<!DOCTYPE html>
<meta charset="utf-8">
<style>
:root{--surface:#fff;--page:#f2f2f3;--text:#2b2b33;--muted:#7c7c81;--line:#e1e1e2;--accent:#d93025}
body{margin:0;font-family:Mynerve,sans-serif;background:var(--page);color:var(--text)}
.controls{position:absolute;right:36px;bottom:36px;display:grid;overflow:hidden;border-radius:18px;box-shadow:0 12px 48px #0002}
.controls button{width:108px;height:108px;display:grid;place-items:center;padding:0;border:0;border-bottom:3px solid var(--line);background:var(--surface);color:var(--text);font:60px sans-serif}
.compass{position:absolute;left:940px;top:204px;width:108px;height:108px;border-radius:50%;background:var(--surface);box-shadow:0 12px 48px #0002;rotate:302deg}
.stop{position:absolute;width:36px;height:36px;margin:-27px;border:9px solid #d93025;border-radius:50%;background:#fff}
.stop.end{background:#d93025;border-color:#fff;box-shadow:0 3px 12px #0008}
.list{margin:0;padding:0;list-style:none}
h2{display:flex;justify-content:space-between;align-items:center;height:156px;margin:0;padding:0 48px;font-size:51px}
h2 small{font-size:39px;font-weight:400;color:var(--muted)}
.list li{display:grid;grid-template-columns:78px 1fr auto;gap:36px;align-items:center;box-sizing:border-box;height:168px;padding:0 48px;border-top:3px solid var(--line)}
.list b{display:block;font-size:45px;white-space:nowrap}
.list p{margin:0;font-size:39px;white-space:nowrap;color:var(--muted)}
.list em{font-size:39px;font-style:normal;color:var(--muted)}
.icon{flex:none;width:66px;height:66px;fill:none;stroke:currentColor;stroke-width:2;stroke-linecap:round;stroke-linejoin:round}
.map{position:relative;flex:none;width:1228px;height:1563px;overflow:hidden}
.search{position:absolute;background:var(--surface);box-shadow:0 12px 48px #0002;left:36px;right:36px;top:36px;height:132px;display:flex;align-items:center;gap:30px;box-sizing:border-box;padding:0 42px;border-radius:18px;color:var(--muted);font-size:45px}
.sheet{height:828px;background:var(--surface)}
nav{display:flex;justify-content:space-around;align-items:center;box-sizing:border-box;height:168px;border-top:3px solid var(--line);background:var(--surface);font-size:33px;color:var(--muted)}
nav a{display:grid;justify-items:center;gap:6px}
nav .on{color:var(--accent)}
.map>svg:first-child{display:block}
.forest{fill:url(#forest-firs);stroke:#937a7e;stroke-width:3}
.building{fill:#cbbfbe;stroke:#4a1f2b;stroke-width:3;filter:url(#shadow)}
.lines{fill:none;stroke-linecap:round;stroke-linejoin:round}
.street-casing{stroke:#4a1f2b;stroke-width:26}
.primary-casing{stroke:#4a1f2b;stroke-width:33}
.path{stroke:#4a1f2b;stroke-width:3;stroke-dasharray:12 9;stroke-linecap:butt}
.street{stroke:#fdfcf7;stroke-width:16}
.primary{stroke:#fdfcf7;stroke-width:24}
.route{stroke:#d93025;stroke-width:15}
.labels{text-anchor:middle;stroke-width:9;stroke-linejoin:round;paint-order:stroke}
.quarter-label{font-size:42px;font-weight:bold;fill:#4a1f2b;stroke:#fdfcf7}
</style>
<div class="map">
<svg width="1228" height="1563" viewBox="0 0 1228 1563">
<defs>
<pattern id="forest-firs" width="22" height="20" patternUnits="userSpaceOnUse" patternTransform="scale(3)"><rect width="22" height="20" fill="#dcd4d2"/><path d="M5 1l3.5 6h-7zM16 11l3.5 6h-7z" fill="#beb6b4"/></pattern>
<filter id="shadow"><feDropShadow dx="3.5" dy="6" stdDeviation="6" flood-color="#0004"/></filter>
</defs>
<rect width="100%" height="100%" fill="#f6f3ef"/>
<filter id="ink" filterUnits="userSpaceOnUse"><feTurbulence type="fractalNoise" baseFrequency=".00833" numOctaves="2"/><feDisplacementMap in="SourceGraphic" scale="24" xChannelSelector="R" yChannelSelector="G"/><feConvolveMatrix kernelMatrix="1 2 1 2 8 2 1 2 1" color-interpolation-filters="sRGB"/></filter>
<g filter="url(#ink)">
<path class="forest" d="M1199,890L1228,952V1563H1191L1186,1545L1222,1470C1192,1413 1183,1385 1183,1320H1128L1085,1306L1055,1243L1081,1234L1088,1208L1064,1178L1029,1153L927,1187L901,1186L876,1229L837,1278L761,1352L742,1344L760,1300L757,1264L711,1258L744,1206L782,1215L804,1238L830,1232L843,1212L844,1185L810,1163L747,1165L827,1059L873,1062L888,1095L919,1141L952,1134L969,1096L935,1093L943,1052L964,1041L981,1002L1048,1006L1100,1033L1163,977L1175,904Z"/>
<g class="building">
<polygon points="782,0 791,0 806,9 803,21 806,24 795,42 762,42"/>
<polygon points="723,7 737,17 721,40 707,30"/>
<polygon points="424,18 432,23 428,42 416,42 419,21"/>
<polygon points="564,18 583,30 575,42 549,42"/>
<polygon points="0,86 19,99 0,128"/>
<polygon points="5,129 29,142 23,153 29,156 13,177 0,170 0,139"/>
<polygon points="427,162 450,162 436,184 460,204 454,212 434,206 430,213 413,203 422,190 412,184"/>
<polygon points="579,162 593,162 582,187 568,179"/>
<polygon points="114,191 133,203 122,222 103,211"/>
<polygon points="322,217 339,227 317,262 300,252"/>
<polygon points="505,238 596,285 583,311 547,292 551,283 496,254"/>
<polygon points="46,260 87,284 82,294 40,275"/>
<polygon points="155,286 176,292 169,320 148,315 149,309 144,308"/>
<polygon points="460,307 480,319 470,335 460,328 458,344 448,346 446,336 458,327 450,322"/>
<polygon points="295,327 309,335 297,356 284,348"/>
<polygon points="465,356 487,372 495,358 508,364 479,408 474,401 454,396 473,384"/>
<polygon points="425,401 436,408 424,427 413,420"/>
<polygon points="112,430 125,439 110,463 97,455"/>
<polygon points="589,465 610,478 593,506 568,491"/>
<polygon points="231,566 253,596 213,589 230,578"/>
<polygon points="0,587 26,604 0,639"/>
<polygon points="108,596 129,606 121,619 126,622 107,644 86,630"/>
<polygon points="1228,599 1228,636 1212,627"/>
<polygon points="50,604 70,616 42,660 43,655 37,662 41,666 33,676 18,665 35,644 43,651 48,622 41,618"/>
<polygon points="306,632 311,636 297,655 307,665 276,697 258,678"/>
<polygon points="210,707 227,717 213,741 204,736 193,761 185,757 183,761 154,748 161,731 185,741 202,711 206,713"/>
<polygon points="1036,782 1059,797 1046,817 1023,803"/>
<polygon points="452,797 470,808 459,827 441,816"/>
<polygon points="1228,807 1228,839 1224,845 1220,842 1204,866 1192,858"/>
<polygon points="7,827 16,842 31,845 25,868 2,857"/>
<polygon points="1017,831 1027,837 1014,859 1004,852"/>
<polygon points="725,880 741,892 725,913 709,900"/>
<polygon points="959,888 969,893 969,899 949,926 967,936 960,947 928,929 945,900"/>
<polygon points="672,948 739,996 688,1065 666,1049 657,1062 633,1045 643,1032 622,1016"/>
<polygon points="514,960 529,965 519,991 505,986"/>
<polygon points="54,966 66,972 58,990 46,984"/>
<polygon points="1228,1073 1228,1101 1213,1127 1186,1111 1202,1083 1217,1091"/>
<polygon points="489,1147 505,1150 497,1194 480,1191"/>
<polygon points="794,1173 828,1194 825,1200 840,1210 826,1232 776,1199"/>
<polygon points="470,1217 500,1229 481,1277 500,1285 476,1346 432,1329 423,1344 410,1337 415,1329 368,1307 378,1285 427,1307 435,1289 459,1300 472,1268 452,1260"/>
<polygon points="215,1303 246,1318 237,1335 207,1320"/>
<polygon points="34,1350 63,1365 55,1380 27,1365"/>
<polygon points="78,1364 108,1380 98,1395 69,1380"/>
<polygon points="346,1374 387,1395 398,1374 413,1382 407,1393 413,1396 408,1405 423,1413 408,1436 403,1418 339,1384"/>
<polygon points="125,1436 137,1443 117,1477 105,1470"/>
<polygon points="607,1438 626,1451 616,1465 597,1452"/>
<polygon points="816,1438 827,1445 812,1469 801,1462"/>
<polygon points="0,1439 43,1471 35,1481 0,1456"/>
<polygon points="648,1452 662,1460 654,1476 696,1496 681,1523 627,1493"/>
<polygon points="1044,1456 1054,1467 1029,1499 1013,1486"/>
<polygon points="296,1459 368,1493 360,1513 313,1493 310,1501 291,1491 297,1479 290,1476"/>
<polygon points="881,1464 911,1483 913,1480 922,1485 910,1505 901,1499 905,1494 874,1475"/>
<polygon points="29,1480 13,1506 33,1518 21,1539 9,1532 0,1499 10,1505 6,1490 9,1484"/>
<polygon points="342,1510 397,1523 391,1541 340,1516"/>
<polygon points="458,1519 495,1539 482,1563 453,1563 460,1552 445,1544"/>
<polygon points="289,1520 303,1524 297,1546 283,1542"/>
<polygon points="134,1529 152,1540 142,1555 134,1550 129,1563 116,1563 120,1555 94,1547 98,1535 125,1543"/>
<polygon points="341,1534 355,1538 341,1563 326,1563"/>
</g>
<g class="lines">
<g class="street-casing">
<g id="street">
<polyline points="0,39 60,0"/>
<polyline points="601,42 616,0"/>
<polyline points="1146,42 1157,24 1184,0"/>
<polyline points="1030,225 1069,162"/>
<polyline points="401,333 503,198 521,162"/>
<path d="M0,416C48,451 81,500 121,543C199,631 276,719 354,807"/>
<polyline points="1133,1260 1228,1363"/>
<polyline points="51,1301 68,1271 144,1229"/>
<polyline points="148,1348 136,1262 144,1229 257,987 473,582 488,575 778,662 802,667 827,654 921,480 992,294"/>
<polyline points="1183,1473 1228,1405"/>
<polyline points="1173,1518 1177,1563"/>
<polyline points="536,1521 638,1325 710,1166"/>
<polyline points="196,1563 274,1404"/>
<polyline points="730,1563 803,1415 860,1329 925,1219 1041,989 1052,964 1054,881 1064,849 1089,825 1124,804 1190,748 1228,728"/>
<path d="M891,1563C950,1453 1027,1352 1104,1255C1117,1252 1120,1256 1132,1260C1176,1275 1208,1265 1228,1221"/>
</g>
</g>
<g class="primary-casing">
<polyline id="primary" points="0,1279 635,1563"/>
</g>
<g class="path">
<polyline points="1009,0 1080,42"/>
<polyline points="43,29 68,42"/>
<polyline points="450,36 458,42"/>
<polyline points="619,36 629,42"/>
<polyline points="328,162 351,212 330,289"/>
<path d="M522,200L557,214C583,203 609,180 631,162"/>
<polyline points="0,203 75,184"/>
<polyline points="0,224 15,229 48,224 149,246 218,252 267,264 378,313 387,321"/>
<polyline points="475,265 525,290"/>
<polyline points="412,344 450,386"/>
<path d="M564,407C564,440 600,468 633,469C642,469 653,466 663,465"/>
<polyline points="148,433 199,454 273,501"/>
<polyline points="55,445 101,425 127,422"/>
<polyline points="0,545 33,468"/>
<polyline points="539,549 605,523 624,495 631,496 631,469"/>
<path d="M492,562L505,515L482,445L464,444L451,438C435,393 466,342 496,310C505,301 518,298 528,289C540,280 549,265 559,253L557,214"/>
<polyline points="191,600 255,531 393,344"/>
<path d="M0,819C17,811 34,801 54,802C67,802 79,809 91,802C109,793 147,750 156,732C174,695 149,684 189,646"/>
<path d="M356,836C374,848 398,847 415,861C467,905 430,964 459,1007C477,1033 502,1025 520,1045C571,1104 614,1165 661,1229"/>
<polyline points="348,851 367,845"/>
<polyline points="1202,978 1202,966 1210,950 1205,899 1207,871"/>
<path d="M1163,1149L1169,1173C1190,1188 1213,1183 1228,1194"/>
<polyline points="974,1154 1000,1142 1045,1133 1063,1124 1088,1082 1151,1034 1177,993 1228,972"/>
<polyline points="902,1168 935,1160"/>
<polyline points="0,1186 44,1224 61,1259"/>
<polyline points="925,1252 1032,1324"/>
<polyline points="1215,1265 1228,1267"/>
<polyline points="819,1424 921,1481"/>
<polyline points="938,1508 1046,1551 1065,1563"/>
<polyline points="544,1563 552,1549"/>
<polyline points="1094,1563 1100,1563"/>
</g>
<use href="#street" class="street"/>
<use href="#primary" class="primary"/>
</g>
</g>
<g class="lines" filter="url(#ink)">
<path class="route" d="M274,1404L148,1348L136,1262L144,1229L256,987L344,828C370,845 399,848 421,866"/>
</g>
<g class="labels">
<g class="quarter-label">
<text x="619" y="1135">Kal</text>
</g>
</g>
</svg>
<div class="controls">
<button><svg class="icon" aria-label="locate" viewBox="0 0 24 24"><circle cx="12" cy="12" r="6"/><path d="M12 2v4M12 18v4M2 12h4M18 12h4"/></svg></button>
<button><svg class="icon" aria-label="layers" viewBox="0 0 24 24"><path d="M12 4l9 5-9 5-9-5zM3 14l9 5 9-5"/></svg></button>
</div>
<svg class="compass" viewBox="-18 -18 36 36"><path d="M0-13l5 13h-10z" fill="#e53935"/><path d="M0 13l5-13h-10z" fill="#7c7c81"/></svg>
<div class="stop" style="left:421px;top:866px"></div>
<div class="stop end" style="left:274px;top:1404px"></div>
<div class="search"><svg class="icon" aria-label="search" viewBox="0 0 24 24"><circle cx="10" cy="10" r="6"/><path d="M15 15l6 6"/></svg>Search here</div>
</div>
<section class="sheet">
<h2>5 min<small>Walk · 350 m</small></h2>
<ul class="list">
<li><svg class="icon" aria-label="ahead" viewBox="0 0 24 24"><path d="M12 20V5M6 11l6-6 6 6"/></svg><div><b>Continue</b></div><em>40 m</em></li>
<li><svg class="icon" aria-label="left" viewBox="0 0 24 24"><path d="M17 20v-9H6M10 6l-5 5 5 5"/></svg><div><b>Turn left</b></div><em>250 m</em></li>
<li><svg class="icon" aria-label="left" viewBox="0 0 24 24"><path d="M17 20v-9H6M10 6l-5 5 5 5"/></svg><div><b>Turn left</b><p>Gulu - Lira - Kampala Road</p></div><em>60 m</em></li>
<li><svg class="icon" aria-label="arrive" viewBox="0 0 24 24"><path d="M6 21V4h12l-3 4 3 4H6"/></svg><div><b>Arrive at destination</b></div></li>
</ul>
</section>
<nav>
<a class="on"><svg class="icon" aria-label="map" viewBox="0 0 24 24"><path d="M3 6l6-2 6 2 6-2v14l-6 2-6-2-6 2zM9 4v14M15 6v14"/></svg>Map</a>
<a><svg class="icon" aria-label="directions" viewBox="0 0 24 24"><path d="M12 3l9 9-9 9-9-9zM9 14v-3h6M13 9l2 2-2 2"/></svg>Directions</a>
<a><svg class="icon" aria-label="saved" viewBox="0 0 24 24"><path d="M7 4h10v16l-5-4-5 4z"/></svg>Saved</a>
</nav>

☆ ☆ ☆ ☆ ☆

● AIM OF THE TASK: What is the count of lines in the data above containing the string "compass"? Write the number and nothing else.

● EXERCISE SOLUTION: 2